SECTION 3.9 No Default. Neither the Company nor any of its
Subsidiaries is in violation of any term of (i) its organizational certificate
or bylaws (or similar governing documents), (ii) any agreement to which it is a
party or by which it is bound, or (iii) any non-U.S. or domestic law, order,
writ, injunction, decree, ordinance, award, stipulation, statute, rule or
regulation entered by a Governmental Entity ("LAW") applicable to the Company,
its Subsidiaries or any of their respective properties or assets, the
consequence of which violation does or would reasonably be expected to have,
individually or in the aggregate, a Material Adverse Effect on the Company.
SECTION 3.10 Property. (a) The Company owns no real property.
(b) Each of the Company and its Subsidiaries has valid
leasehold interests in all of its leased real property.

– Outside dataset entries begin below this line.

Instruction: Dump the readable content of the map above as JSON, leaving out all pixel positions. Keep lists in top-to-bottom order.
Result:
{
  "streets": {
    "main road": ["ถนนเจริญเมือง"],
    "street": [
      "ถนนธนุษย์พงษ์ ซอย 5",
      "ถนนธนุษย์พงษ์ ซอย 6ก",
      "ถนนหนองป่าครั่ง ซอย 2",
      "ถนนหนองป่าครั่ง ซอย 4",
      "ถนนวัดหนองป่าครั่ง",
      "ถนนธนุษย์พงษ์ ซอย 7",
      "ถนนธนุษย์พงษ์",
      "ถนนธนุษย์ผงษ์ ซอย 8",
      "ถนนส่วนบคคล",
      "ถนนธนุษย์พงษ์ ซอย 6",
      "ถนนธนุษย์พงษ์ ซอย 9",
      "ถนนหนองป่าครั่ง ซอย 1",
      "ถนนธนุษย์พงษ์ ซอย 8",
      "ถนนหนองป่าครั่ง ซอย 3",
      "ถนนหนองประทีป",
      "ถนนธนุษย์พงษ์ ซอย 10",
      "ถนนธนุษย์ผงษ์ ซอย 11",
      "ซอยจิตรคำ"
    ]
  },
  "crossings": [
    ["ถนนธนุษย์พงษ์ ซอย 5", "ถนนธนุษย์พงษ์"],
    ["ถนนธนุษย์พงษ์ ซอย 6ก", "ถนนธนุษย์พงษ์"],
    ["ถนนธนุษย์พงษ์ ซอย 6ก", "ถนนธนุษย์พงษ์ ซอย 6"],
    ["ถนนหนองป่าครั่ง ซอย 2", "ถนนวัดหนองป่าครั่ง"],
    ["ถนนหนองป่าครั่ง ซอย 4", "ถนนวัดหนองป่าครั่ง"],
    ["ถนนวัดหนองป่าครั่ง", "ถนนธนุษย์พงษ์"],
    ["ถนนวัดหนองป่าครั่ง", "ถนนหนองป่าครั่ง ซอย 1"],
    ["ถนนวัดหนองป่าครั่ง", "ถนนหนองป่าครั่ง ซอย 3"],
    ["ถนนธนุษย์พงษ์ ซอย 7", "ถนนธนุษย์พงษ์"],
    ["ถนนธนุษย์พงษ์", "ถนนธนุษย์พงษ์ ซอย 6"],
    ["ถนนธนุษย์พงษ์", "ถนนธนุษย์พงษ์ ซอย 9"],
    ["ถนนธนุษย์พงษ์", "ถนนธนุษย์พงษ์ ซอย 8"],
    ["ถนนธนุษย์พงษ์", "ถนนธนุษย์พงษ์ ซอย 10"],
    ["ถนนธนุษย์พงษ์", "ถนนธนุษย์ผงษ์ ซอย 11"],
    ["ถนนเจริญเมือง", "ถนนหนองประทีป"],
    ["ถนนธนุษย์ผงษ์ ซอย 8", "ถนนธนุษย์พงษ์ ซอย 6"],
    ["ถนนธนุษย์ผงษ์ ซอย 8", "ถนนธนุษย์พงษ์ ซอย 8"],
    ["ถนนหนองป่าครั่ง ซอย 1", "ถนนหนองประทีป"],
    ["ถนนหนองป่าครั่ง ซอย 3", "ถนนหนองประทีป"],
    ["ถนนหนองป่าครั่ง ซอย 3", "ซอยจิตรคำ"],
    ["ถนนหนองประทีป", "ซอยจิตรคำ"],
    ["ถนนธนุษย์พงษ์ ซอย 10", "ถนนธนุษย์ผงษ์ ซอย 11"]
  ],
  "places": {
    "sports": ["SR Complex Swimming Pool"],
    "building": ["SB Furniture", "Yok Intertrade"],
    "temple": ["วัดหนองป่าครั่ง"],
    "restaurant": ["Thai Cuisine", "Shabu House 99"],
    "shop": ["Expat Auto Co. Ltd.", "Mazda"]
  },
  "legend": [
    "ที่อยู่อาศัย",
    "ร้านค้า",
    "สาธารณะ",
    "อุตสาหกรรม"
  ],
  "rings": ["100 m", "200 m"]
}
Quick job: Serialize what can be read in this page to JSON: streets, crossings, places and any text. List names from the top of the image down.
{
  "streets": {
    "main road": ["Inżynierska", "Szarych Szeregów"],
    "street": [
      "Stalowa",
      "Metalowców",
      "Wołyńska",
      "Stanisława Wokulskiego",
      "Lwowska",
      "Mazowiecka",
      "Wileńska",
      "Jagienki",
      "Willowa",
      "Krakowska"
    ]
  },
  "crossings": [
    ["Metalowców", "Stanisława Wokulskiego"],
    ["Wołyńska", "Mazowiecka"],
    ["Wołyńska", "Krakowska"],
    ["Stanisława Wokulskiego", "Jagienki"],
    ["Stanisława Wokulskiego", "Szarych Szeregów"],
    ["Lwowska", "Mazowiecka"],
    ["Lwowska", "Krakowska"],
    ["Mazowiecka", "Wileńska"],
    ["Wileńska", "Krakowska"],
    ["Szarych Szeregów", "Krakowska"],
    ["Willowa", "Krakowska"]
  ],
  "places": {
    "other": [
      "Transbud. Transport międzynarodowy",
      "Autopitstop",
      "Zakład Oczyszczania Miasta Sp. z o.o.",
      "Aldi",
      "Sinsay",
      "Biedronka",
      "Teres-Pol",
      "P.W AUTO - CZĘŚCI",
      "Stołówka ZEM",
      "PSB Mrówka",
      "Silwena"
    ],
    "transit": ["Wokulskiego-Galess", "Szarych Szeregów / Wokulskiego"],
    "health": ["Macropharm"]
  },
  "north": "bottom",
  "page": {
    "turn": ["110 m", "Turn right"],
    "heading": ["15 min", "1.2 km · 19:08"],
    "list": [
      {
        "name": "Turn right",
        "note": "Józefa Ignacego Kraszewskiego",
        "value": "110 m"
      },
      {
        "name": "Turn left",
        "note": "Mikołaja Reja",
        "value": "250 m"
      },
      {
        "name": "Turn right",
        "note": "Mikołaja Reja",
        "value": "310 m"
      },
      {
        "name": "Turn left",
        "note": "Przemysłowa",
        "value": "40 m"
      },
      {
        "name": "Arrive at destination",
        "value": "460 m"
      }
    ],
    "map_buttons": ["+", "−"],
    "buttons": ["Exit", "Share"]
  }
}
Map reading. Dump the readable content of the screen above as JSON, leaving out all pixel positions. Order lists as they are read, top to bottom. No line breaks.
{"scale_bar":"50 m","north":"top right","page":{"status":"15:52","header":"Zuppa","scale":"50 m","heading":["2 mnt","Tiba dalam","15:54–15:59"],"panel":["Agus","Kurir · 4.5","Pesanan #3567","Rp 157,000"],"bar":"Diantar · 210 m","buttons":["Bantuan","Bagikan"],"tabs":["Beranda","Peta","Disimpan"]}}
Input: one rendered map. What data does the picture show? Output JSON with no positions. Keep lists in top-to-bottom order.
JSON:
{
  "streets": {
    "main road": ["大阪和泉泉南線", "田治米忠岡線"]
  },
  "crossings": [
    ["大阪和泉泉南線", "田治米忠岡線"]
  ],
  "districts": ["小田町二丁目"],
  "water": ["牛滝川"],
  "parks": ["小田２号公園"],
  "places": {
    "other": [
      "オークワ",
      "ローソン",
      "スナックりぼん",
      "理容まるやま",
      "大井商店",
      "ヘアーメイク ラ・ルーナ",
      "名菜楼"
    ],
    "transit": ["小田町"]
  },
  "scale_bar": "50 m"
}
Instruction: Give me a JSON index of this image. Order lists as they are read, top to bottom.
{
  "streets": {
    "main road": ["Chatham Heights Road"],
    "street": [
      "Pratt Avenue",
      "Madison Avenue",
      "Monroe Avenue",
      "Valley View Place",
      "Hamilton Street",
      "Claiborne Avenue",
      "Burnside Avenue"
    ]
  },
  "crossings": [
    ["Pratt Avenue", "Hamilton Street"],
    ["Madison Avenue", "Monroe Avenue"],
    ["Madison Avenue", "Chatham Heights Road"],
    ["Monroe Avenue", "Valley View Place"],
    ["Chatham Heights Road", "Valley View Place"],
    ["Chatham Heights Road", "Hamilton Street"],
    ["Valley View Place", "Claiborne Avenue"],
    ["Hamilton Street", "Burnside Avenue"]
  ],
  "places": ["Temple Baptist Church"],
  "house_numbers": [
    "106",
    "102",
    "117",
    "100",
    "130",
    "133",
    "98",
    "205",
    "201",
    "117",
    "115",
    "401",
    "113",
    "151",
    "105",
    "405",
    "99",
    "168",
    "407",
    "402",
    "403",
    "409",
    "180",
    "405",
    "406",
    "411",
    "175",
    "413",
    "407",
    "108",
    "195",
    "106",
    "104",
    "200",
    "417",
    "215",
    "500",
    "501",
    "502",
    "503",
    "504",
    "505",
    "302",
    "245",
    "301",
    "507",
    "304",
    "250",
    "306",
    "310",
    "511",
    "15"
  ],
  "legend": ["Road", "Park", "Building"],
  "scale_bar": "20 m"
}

(c) Each of the Company and its Subsidiaries enjoy peaceful
and undisturbed possession under, and has complied in all material respects with
the terms of, all leases to which it is a party, and all such leases are in full
force and effect, except to the extent that does not or would not reasonably be
expected to have, individually or in the aggregate, a Material Adverse Effect on
the Company.
SECTION 3.11 Litigation. Except as set forth in Section 3.11
of the Company Disclosure Schedule or to the extent publicly disclosed by the
Company in the Company Reports, there is no suit, claim, action, proceeding or
investigation pending or, to the Company's knowledge, threatened against the
Company or any of its Subsidiaries or any of their respective properties or
assets which (a) seeks damages in excess of $250,000, (b) seeks material
14
equitable relief or remediation, (c) does or would reasonably be expected to
have, individually or in the aggregate, a Material Adverse Effect on the Company
or (d) as of the date hereof, questions the validity of this Agreement, the
Stock Option Agreement or any action to be taken by the Company in connection
with the consummation of the transactions contemplated hereby or thereby or
could otherwise prevent or delay the consummation of the transactions
contemplated by this Agreement. Except as set forth in Section 3.11 of the
Company Disclosure Schedule or to the extent publicly disclosed by the Company
in the Company Reports, none of the Company or its Subsidiaries is subject to
any outstanding material order, writ, injunction, decree or cease and desist
order.
SECTION 3.12 Compliance with Applicable Law. The Company and
its Subsidiaries hold all permits, licenses, variances, exemptions, orders and
approvals of all Governmental Entities necessary for the lawful conduct of their
respective businesses (the "COMPANY PERMITS"), except for failures to hold such
permits, licenses, variances, exemptions, order and approvals which do not or
would not reasonably be expected to have, individually or in the aggregate, a
Material Adverse Effect on the Company. The Company and its Subsidiaries are in
compliance with the terms of the Company Permits, except where the failure to so
comply does not or would not reasonably be expected to have, individually or in
the aggregate, a Material Adverse Effect on the Company. The businesses of the
Company and its Subsidiaries are not being conducted in violation of any Law
applicable to the Company or its Subsidiaries except for violations or possible
violations which do not and would not reasonably be expected to have,
individually or in the aggregate, a Material Adverse Effect on the Company. To
the Company's knowledge, no investigation by any Governmental Entity other than
periodic examinations conducted in the ordinary course with respect to the
Company or its Subsidiaries is pending or threatened, nor, to the Company's
knowledge, has any Governmental Entity indicated an intention to conduct the
same.
SECTION 3.13 Employee Plans. (a) Section 3.13(a) of the
Company Disclosure Schedule sets forth a list of all material "employee benefit
plans," as defined in Section 3(3) of the Employee Retirement Income Security
Act of 1974, as amended ("ERISA"), and all material bonus or other incentive
compensation, stock option, stock award, stock purchase or equity-based
compensation, deferred compensation, severance, sick leave, vacation, salary
continuation, medical, life insurance, scholarship, company car, or employee
loan plan, policy or agreement except government-mandated plans (each a "COMPANY
EMPLOYEE BENEFIT PLAN" and collectively, the "COMPANY EMPLOYEE BENEFIT PLANS")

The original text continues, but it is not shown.